━━ Materials provided

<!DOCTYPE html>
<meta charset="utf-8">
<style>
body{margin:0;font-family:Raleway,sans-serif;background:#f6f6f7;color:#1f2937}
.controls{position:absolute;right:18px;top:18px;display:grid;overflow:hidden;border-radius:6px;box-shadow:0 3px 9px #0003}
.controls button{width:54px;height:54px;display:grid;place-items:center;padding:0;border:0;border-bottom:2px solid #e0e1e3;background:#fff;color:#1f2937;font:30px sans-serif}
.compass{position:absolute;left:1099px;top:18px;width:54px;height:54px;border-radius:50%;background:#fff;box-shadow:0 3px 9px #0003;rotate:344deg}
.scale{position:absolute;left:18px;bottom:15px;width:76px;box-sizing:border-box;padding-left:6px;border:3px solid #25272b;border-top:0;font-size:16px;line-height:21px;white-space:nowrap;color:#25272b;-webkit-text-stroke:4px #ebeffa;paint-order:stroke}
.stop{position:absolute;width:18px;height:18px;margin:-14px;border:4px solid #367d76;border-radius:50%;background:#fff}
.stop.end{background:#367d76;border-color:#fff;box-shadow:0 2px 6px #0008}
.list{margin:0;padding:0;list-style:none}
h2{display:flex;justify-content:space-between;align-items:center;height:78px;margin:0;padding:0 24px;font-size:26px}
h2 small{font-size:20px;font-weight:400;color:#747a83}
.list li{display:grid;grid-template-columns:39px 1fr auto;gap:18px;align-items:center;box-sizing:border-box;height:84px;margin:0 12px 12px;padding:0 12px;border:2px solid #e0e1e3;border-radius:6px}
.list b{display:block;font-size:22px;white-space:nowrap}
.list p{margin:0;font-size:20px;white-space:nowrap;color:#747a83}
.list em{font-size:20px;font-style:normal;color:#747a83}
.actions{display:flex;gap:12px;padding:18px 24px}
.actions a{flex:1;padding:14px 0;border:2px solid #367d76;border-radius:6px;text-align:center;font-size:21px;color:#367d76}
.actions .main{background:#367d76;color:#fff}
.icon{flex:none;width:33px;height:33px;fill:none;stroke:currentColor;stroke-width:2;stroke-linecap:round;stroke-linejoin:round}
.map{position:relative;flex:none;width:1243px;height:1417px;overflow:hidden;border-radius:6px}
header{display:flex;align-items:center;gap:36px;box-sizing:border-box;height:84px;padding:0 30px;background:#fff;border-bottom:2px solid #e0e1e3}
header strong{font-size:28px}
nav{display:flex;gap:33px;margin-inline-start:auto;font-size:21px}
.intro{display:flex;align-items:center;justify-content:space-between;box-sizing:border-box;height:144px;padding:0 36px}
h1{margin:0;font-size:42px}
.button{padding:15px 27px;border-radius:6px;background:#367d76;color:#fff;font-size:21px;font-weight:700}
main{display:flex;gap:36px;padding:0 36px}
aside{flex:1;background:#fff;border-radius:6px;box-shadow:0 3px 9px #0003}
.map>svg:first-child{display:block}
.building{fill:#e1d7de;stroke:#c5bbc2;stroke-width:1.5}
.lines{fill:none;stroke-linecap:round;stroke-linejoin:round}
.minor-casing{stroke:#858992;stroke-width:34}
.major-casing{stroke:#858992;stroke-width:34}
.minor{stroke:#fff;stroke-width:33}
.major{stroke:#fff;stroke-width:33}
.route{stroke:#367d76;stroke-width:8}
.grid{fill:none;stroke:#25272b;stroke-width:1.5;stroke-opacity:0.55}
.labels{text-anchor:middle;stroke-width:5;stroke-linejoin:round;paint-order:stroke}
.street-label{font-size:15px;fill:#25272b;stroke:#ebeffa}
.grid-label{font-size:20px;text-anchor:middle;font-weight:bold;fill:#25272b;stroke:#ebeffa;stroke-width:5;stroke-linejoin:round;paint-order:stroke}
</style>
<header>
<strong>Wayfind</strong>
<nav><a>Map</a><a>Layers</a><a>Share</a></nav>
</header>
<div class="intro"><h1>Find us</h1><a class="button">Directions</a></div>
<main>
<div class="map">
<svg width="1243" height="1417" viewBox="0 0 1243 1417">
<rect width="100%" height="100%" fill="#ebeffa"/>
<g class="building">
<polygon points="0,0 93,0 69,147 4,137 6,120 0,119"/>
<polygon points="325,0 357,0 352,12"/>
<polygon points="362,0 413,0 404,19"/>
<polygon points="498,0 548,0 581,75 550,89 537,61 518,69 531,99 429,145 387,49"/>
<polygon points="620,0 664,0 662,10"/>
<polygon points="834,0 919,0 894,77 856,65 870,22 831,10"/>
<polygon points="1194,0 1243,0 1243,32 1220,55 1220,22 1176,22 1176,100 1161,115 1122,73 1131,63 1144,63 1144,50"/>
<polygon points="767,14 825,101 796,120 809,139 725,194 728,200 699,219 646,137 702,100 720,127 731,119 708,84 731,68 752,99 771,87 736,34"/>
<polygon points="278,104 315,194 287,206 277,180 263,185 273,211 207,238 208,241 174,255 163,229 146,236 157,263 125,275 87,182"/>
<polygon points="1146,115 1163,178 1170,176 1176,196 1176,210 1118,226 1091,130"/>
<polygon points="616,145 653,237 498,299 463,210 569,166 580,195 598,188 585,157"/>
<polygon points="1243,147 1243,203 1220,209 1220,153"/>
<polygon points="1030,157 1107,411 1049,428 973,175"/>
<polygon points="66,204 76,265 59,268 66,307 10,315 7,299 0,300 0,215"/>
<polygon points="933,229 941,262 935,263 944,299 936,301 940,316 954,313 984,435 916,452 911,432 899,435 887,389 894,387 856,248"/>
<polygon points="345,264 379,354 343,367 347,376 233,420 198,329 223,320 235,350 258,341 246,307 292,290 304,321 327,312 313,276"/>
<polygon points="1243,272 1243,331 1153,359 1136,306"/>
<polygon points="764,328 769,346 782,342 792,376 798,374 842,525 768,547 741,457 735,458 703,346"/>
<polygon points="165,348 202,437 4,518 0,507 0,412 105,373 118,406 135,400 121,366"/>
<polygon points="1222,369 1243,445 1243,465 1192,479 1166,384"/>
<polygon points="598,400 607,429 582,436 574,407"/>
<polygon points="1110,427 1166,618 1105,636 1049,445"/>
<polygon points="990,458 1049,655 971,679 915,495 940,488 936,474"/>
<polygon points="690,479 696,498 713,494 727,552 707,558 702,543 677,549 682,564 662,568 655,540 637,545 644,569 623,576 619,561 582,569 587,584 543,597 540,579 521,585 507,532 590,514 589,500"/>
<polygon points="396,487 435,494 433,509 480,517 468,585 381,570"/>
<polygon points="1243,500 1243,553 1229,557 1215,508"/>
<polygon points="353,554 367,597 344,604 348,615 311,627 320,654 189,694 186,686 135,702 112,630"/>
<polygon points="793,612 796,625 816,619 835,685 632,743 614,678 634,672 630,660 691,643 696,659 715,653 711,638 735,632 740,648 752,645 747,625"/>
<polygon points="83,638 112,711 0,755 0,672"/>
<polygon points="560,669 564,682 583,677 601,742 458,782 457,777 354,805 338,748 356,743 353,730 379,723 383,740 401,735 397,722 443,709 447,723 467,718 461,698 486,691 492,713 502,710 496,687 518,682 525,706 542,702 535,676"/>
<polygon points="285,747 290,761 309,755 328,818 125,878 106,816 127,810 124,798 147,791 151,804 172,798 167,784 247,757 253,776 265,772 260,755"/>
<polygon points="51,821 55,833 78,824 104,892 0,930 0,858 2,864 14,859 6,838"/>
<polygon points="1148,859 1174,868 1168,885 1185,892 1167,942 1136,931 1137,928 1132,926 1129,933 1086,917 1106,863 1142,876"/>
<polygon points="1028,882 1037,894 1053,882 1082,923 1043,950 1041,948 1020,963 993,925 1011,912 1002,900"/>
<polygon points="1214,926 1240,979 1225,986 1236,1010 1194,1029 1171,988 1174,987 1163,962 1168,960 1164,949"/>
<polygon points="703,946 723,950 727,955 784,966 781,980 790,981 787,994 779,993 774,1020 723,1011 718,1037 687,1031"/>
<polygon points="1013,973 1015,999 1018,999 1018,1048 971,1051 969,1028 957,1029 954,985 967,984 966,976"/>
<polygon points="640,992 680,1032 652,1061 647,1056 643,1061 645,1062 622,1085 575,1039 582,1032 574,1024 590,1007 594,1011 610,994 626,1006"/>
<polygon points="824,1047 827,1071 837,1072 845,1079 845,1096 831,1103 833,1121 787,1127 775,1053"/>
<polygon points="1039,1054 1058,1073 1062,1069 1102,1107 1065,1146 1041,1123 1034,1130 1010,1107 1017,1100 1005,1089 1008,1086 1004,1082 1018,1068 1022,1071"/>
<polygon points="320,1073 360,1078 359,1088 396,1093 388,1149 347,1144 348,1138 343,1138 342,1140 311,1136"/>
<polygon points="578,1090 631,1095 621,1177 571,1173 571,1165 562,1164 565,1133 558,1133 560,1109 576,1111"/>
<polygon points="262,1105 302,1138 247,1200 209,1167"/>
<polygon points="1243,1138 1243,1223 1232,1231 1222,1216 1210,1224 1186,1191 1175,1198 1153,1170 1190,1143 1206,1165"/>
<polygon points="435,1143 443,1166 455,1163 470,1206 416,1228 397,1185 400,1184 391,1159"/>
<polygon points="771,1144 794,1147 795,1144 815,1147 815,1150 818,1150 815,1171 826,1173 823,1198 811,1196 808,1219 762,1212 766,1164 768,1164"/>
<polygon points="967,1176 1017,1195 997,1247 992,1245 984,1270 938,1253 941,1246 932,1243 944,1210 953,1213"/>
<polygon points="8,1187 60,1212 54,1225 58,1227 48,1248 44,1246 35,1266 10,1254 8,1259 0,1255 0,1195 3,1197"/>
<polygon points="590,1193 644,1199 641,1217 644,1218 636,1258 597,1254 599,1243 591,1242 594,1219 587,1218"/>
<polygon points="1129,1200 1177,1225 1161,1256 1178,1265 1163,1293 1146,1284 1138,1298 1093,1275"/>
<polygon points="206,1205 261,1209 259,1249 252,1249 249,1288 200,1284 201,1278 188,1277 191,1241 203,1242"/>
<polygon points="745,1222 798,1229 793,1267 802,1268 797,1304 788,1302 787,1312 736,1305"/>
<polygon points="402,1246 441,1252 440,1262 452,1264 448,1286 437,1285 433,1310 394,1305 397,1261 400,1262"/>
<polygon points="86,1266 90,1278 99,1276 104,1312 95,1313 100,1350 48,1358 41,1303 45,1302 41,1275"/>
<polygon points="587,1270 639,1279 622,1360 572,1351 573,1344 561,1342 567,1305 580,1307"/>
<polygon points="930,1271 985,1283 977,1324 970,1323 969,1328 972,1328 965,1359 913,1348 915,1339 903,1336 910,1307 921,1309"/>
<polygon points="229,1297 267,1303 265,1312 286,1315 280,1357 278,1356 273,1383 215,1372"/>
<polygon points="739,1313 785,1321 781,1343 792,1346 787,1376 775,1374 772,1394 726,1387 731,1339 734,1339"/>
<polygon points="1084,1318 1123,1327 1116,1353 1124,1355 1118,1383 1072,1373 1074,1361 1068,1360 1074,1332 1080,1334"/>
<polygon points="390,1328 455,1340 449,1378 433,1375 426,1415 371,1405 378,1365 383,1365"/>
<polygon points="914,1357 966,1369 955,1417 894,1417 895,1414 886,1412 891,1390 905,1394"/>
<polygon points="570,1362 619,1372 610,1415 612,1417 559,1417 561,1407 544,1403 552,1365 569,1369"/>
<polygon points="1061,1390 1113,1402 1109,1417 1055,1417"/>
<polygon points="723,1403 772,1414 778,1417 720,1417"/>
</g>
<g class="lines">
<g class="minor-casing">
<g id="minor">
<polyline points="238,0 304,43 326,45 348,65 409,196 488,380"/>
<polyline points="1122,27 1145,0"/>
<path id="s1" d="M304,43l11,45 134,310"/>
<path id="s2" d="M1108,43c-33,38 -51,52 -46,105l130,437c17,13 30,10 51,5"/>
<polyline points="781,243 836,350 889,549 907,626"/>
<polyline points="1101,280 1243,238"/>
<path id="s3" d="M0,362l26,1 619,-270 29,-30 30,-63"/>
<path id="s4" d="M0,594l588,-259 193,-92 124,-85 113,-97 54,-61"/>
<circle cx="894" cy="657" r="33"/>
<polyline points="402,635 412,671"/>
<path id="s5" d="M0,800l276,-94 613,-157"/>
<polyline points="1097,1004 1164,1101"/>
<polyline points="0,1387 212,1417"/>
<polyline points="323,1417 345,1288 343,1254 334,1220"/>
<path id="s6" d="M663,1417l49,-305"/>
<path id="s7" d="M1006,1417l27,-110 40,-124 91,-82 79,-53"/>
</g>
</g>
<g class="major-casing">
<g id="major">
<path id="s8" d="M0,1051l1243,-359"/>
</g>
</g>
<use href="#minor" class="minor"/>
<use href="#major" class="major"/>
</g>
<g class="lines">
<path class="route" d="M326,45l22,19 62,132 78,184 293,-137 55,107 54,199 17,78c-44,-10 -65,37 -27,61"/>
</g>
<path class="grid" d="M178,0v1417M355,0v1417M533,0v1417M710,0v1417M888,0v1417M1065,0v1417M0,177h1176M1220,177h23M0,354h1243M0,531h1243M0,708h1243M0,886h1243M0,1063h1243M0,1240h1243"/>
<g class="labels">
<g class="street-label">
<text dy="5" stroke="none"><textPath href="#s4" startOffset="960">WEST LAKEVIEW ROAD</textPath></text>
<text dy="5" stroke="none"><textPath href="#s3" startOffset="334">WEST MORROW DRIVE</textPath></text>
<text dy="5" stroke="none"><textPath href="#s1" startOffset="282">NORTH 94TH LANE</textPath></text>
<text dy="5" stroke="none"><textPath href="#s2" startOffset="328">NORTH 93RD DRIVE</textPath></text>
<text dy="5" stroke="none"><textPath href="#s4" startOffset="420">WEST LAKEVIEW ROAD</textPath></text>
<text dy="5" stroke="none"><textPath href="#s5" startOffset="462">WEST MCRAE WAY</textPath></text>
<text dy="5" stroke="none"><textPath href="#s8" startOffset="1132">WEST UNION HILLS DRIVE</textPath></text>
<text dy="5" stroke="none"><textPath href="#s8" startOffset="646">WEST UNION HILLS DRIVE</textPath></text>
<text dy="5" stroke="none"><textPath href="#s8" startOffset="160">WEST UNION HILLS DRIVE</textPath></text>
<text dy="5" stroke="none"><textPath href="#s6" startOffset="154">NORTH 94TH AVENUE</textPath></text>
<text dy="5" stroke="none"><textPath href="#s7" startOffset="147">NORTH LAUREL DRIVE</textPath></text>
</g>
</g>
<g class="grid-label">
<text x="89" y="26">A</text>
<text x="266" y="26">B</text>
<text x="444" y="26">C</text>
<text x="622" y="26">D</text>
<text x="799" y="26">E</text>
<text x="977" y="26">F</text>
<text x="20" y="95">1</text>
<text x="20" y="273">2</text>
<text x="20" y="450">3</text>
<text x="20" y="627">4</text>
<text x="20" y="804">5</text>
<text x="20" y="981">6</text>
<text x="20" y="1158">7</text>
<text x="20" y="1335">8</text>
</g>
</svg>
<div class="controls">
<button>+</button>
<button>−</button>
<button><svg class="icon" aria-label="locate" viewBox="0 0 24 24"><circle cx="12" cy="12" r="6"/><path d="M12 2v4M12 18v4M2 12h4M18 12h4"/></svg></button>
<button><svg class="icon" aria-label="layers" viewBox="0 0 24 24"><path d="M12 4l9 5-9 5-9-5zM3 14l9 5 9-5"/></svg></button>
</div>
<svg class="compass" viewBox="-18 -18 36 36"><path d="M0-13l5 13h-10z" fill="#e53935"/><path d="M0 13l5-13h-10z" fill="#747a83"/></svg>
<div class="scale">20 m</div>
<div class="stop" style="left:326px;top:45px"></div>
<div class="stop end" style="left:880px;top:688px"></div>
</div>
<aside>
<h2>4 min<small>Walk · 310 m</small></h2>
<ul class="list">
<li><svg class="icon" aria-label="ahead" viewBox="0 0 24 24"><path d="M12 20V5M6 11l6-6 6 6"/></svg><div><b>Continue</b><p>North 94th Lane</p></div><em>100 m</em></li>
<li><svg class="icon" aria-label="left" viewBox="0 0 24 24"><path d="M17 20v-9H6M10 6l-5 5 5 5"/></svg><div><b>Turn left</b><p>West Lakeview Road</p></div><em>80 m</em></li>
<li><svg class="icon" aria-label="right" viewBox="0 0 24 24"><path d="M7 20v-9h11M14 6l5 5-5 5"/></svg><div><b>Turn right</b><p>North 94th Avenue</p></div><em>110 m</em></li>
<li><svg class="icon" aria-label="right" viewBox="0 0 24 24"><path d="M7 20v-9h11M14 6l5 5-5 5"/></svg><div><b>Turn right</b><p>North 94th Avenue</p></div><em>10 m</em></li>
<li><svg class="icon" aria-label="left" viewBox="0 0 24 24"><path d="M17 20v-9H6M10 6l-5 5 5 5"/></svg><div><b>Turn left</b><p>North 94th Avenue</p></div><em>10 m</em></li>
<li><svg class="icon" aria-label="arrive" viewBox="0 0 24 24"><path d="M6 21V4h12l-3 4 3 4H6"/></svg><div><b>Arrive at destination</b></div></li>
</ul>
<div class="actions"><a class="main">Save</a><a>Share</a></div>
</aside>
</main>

━━━━

Your reply should be only the number of lines in the records above that include "scale".

◆ **Answer to the problem**:
2